(Collected data)
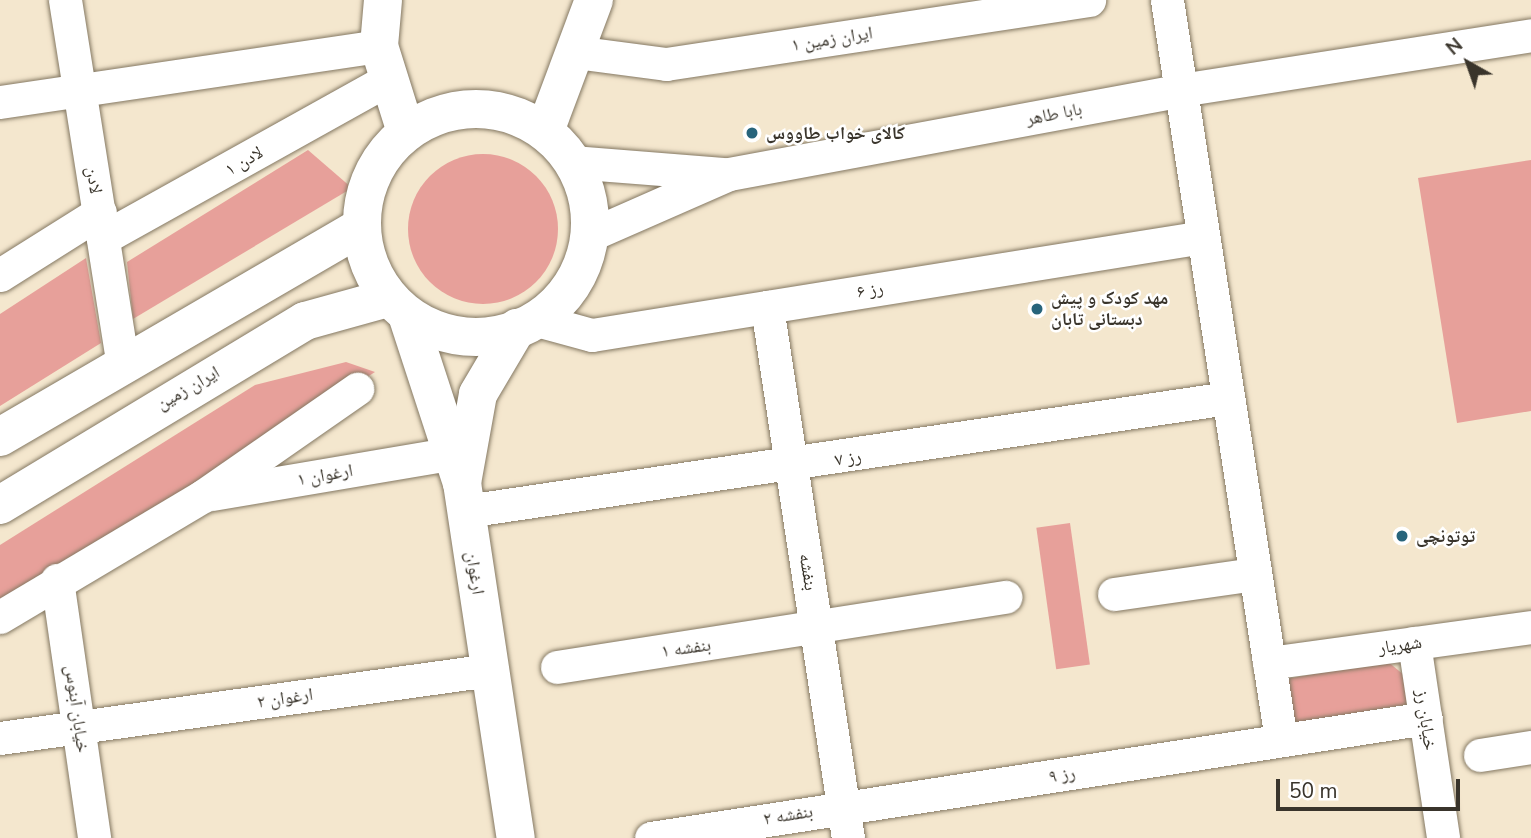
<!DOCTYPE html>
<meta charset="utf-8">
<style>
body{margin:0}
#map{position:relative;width:1531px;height:838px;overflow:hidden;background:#f4e7ce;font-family:"Nunito Sans","Noto Naskh Arabic",sans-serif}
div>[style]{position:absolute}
.green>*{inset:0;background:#e7a09a;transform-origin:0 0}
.round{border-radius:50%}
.roads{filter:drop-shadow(0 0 2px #847862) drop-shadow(0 0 2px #847862)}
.minor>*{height:33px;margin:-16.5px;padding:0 16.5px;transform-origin:16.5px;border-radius:16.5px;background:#fff}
.major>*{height:38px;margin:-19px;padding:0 19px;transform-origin:19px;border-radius:19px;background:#fff}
.major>.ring{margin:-19px;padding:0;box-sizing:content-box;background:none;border:38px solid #fff;border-radius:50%}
.dots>*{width:19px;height:19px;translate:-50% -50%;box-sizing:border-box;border:4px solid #fff;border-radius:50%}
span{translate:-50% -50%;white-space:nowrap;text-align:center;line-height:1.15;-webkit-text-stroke:5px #fff;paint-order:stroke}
.street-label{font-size:18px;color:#39342b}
.poi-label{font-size:18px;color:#39342b;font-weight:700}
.left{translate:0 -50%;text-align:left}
.north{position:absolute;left:1433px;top:28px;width:70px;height:70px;-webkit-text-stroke:5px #fff;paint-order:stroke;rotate:320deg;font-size:19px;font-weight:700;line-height:28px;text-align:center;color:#39342b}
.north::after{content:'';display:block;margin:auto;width:24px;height:32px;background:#39342b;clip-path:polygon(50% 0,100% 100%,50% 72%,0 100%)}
.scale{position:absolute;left:1276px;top:779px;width:184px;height:32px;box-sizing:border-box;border:4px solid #39342b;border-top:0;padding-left:9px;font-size:21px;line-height:24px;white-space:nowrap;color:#39342b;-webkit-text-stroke:5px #fff;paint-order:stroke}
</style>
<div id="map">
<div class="green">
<div style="clip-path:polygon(308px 150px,352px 188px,133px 319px,127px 262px)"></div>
<div class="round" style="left:408px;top:154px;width:150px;height:150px"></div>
<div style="clip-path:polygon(1531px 160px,1531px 411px,1457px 423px,1418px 178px)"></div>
<div style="clip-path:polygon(86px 258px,101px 343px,0 406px,0 314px)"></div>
<div style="clip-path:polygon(346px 362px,375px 372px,0 611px,0 545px,255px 385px)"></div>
<div style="left:1070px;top:523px;width:143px;height:34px;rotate:82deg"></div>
<div style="clip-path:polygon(1387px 661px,1404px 675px,1409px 704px,1293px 724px,1286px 679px)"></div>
</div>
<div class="roads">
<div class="minor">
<div style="left:65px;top:0;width:365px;rotate:81deg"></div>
<div style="left:1167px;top:0;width:749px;rotate:81.24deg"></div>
<div style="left:575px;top:52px;width:92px;rotate:7.5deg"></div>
<div style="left:666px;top:64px;width:428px;rotate:-8.6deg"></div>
<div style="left:0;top:102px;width:383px;rotate:-8.4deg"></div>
<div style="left:572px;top:162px;width:151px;rotate:4.5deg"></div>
<div style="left:590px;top:235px;width:152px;rotate:-23.7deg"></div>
<div style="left:729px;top:174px;width:460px;rotate:-10.5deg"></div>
<div style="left:1181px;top:90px;width:354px;rotate:-8.9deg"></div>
<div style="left:103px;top:238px;width:323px;rotate:-29.1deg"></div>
<div style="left:0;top:275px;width:118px;rotate:-32.2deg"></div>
<div style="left:767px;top:307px;width:537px;rotate:81.33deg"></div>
<div style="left:537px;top:320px;width:57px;rotate:15.3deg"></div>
<div style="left:592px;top:335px;width:619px;rotate:-9.11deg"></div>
<div style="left:212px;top:494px;width:239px;rotate:-9.6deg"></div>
<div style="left:466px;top:511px;width:770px;rotate:-8.44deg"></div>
<div style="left:57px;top:580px;width:261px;rotate:81.8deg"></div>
<div style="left:1114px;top:594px;width:142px;rotate:-8.1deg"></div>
<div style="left:0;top:617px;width:236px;rotate:-30.8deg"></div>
<div style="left:203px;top:496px;width:188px;rotate:-34.8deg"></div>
<div style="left:1414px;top:643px;width:197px;rotate:81.5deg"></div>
<div style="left:1269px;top:663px;width:264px;rotate:-7.8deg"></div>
<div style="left:557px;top:667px;width:454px;rotate:-8.9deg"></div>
<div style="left:0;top:738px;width:495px;rotate:-7.9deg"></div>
<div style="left:1480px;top:755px;width:52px;rotate:-8.9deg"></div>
<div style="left:651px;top:838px;width:784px;rotate:-8.8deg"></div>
</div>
<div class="major">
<div style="left:383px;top:0;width:46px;rotate:95deg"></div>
<div style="left:379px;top:46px;width:90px;rotate:72.6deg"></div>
<div class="ring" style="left:362px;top:109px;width:190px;height:190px"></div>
<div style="left:545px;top:131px;width:140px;rotate:-69.5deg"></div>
<div style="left:407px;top:315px;width:177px;rotate:71.9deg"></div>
<div style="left:462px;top:483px;width:359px;rotate:81.4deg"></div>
<div style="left:0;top:437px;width:418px;rotate:-30.2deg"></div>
<div style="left:462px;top:483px;width:90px;rotate:-79.8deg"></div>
<div style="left:478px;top:394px;width:77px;rotate:-59.4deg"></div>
<div style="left:0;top:505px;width:356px;rotate:-31.1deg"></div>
<div style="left:305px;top:321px;width:86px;rotate:-15.5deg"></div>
</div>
</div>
<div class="dots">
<div style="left:752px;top:133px;background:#27647b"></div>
<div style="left:1037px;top:309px;background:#27647b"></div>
<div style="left:1402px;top:536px;background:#27647b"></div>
</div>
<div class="street-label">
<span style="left:832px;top:39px;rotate:-9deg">ایران زمین ۱</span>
<span style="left:1054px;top:114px;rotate:-11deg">بابا طاهر</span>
<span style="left:244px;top:161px;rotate:-30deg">لادن ۱</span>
<span style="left:94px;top:180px;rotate:81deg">لادن</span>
<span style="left:870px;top:290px;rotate:-9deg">رز ۶</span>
<span style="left:188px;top:388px;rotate:-30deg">ایران زمین</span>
<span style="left:848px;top:458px;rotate:-9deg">رز ۷</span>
<span style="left:325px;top:475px;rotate:-10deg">ارغوان ۱</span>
<span style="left:808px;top:572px;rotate:81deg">بنفشه</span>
<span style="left:475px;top:573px;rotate:81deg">ارغوان</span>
<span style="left:1400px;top:645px;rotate:-8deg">شهریار</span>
<span style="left:686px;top:648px;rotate:-8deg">بنفشه ۱</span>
<span style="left:285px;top:698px;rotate:-8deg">ارغوان ۲</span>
<span style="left:77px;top:709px;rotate:82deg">خیابان آبنوس</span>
<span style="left:1426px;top:720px;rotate:82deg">خیابان رز</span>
<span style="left:1062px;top:775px;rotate:-8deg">رز ۹</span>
<span style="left:788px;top:815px;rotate:-9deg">بنفشه ۲</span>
</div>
<div class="poi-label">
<span class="left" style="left:766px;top:133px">کالای خواب طاووس</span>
<span class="left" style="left:1051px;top:309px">مهد کودک و پیش<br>دبستانی تابان</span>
<span class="left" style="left:1416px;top:536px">توتونچی</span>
</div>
<div class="north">N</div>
<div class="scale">50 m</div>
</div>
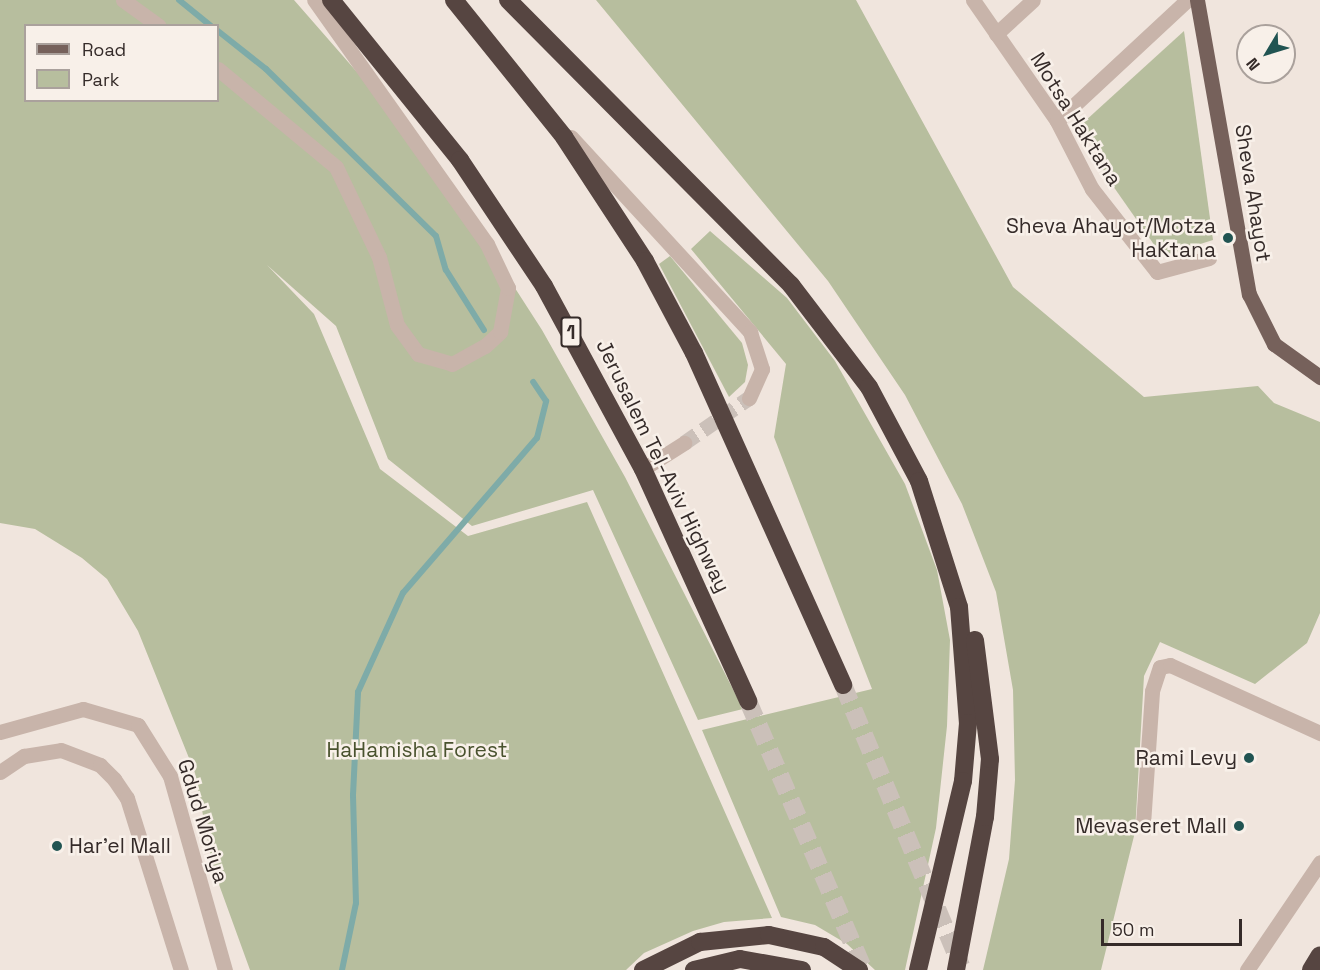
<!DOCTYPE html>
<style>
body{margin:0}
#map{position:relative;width:1320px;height:970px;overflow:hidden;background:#f0e5dd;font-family:"Space Grotesk",sans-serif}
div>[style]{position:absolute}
.green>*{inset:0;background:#b7be9e}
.stream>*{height:6px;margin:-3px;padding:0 3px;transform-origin:3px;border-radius:3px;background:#7eaba8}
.minor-tunnel>*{height:15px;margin-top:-7.5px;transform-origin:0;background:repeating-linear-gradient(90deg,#cbc0b9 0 15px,transparent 0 23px)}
.highway-tunnel>*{height:18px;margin-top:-9px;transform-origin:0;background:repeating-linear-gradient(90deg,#cbc0b9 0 18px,transparent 0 27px)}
.minor>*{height:15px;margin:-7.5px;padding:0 7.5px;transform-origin:7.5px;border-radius:7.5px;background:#c8b4aa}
.major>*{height:15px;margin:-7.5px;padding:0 7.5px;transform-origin:7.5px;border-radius:7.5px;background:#76615b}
.highway>*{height:18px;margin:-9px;padding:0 9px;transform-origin:9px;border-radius:9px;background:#564541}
.dots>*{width:16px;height:16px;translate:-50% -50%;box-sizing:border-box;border:3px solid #f8f0e9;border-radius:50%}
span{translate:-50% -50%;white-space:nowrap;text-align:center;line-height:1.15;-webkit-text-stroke:5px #f8f0e9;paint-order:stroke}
.shield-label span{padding:2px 4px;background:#f8f0e9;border:2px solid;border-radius:4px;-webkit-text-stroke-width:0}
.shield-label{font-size:20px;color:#352b29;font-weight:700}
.street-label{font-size:21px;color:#352b29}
.poi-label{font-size:21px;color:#352b29}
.right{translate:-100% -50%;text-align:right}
.left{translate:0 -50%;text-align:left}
.park-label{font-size:21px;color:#49522e}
.legend{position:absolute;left:24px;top:24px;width:195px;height:78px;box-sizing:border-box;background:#f8f0e9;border:2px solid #aaa19c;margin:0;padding:8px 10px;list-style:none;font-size:18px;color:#352b29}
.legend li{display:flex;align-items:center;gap:12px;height:30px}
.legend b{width:30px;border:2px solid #aaa19c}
.north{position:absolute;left:1236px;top:24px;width:60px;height:60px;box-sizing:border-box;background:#f8f0e9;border:2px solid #aaa19c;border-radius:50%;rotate:232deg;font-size:16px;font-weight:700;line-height:24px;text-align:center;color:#352b29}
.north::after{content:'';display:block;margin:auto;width:21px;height:27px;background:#215452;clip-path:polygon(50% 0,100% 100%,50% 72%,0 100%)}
.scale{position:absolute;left:1101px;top:919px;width:141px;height:27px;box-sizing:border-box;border:3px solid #352b29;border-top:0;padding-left:8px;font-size:18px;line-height:21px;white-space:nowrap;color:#352b29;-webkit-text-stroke:4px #f8f0e9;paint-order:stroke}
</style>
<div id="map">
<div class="green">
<i style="clip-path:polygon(evenodd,0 0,294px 0,363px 79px,466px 212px,542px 330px,625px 477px,743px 709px,698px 720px,593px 490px,472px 526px,388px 459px,336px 326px,267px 265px,314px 314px,380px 469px,468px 536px,587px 502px,772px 918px,724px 922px,693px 931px,644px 953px,626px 970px,250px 970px,213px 868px,195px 773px,138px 631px,107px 579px,82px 558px,35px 529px,0 523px,0 0,26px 26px,218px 26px,218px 100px,26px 100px,26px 26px)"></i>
<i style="clip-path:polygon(596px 0,856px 0,1013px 287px,1144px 397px,1258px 386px,1274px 403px,1320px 422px,1320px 613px,1307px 643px,1255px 684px,1160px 642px,1144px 676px,1135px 832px,1101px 970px,983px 970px,1009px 859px,1015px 780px,1013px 690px,996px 592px,962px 504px,905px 395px,828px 281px)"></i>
<i style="clip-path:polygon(1184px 31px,1213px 240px,1162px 256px,1106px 176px,1084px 122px)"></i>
<i style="clip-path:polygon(710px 231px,787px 298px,835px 361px,905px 484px,937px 570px,950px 640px,947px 726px,936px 828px,905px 970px,875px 970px,847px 944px,815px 925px,781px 917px,702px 730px,872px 689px,774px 437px,786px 364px,691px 249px)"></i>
<i style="clip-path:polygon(670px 256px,742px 343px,748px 365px,745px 382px,729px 397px,659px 264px)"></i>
</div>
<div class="stream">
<i style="left:179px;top:0;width:41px;rotate:39.1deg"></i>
<i style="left:218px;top:31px;width:61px;rotate:38.4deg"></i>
<i style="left:266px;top:69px;width:238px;rotate:44.5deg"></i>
<i style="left:436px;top:236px;width:35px;rotate:74deg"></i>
<i style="left:446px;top:270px;width:71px;rotate:57.7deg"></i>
<i style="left:342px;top:970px;width:68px;rotate:-78.2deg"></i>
<i style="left:356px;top:903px;width:108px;rotate:-91.6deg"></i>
<i style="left:353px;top:795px;width:103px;rotate:-87.2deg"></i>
<i style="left:358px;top:692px;width:109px;rotate:-65.6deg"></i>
<i style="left:403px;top:593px;width:205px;rotate:-49.2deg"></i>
<i style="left:537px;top:438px;width:38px;rotate:-76deg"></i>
<i style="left:546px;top:401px;width:23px;rotate:-124deg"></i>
</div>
<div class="minor-tunnel">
<i style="left:684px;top:443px;width:79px;rotate:-34.7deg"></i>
</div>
<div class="highway-tunnel">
<i style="left:843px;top:685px;width:305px;rotate:67.2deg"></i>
<i style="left:748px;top:701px;width:293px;rotate:66.7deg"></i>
</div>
<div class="minor">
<i style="left:123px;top:0;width:44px;rotate:35.8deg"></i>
<i style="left:973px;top:0;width:147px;rotate:55.2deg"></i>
<i style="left:1057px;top:121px;width:76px;rotate:62.8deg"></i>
<i style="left:1092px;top:189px;width:105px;rotate:51.9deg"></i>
<i style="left:1157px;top:272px;width:54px;rotate:-15.1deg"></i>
<i style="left:996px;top:34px;width:50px;rotate:-42.6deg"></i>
<i style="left:218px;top:69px;width:153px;rotate:39.7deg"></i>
<i style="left:336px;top:167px;width:100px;rotate:64.5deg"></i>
<i style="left:379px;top:257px;width:70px;rotate:75.2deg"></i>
<i style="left:397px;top:325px;width:36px;rotate:54deg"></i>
<i style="left:418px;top:354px;width:35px;rotate:16deg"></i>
<i style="left:452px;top:364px;width:38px;rotate:-29deg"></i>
<i style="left:485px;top:346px;width:21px;rotate:-43deg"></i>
<i style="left:500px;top:332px;width:45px;rotate:-79.7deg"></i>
<i style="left:508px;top:288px;width:49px;rotate:-115.5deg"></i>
<i style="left:487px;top:244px;width:299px;rotate:-125.3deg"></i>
<i style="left:1057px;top:121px;width:178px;rotate:-42.9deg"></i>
<i style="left:571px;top:137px;width:265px;rotate:47.4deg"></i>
<i style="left:750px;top:332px;width:39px;rotate:72deg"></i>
<i style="left:762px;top:369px;width:32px;rotate:114deg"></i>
<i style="left:643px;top:469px;width:49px;rotate:-32.4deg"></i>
<i style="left:0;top:732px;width:86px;rotate:-15.5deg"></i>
<i style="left:83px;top:709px;width:57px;rotate:16.2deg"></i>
<i style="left:138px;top:725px;width:60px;rotate:57.9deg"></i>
<i style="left:170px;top:776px;width:202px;rotate:74.2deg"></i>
<i style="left:0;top:772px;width:29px;rotate:-34deg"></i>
<i style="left:24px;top:756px;width:37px;rotate:-9deg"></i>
<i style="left:61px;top:750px;width:42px;rotate:21deg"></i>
<i style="left:100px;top:765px;width:20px;rotate:45deg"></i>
<i style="left:114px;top:779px;width:23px;rotate:56deg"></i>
<i style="left:127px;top:798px;width:180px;rotate:72.6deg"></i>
<i style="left:1143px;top:824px;width:133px;rotate:-86.1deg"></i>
<i style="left:1152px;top:691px;width:25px;rotate:-72deg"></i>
<i style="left:1160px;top:667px;width:10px;rotate:-11deg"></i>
<i style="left:1170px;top:665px;width:165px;rotate:24.4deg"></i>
<i style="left:1247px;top:970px;width:130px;rotate:-55.9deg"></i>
</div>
<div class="major">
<i style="left:1197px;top:0;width:299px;rotate:80deg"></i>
<i style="left:1249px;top:294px;width:56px;rotate:63.4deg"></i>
<i style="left:1274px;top:344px;width:57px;rotate:35.7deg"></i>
</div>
<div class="highway">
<i style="left:331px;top:0;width:206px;rotate:51.1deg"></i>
<i style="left:460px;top:160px;width:151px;rotate:56.3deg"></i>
<i style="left:544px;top:286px;width:208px;rotate:61.6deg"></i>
<i style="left:643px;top:469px;width:255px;rotate:65.6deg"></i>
<i style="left:454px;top:0;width:176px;rotate:51.2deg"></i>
<i style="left:564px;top:137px;width:148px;rotate:56.8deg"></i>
<i style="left:645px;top:261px;width:104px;rotate:62deg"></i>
<i style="left:694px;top:353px;width:364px;rotate:65.8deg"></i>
<i style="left:508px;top:0;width:402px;rotate:45.2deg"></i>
<i style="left:791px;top:285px;width:128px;rotate:52.6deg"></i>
<i style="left:869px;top:387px;width:106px;rotate:62deg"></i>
<i style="left:919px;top:481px;width:132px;rotate:72.4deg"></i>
<i style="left:959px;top:607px;width:116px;rotate:85.6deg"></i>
<i style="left:968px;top:723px;width:58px;rotate:94.9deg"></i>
<i style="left:963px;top:781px;width:194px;rotate:103.4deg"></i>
<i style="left:643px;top:970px;width:64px;rotate:-26.2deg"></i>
<i style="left:700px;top:942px;width:69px;rotate:-5.8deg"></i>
<i style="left:769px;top:935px;width:56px;rotate:12.3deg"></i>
<i style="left:824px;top:947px;width:42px;rotate:33.3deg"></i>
<i style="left:694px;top:970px;width:47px;rotate:-13.4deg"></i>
<i style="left:740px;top:959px;width:63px;rotate:10.1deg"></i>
<i style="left:956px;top:970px;width:156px;rotate:-79.3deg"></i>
<i style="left:985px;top:817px;width:58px;rotate:-85.1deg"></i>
<i style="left:990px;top:759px;width:120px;rotate:-97.2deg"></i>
<i style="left:1311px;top:970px;width:17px;rotate:-59deg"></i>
</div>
<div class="dots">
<i style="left:1228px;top:238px;background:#215452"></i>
<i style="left:1249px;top:758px;background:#215452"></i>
<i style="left:1239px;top:826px;background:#215452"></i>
<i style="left:57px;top:846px;background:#215452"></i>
</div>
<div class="shield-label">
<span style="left:571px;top:332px">1</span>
</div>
<div class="street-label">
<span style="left:1076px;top:119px;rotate:58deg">Motsa Haktana</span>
<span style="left:1253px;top:193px;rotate:81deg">Sheva Ahayot</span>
<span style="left:663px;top:466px;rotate:64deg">Jerusalem Tel-Aviv Highway</span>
<span style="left:203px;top:821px;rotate:73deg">Gdud Moriya</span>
</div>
<div class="poi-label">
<span class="right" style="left:1216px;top:238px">Sheva Ahayot/Motza<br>HaKtana</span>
<span class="right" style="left:1237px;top:758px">Rami Levy</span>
<span class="right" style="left:1227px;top:826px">Mevaseret Mall</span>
<span class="left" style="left:69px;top:846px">Har'el Mall</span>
</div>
<div class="park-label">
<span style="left:417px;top:750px">HaHamisha Forest</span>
</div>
<ul class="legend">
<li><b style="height:8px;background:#76615b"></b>Road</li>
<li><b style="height:16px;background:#b7be9e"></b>Park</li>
</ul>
<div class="north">N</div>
<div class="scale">50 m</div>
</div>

### Directions
From the entries above, show each line that includes the string "relative".

### Result
#map{position:relative;width:1531px;height:838px;overflow:hidden;background:#f4e7ce;font-family:"Nunito Sans","Noto Naskh Arabic",sans-serif}
#map{position:relative;width:1320px;height:970px;overflow:hidden;background:#f0e5dd;font-family:"Space Grotesk",sans-serif}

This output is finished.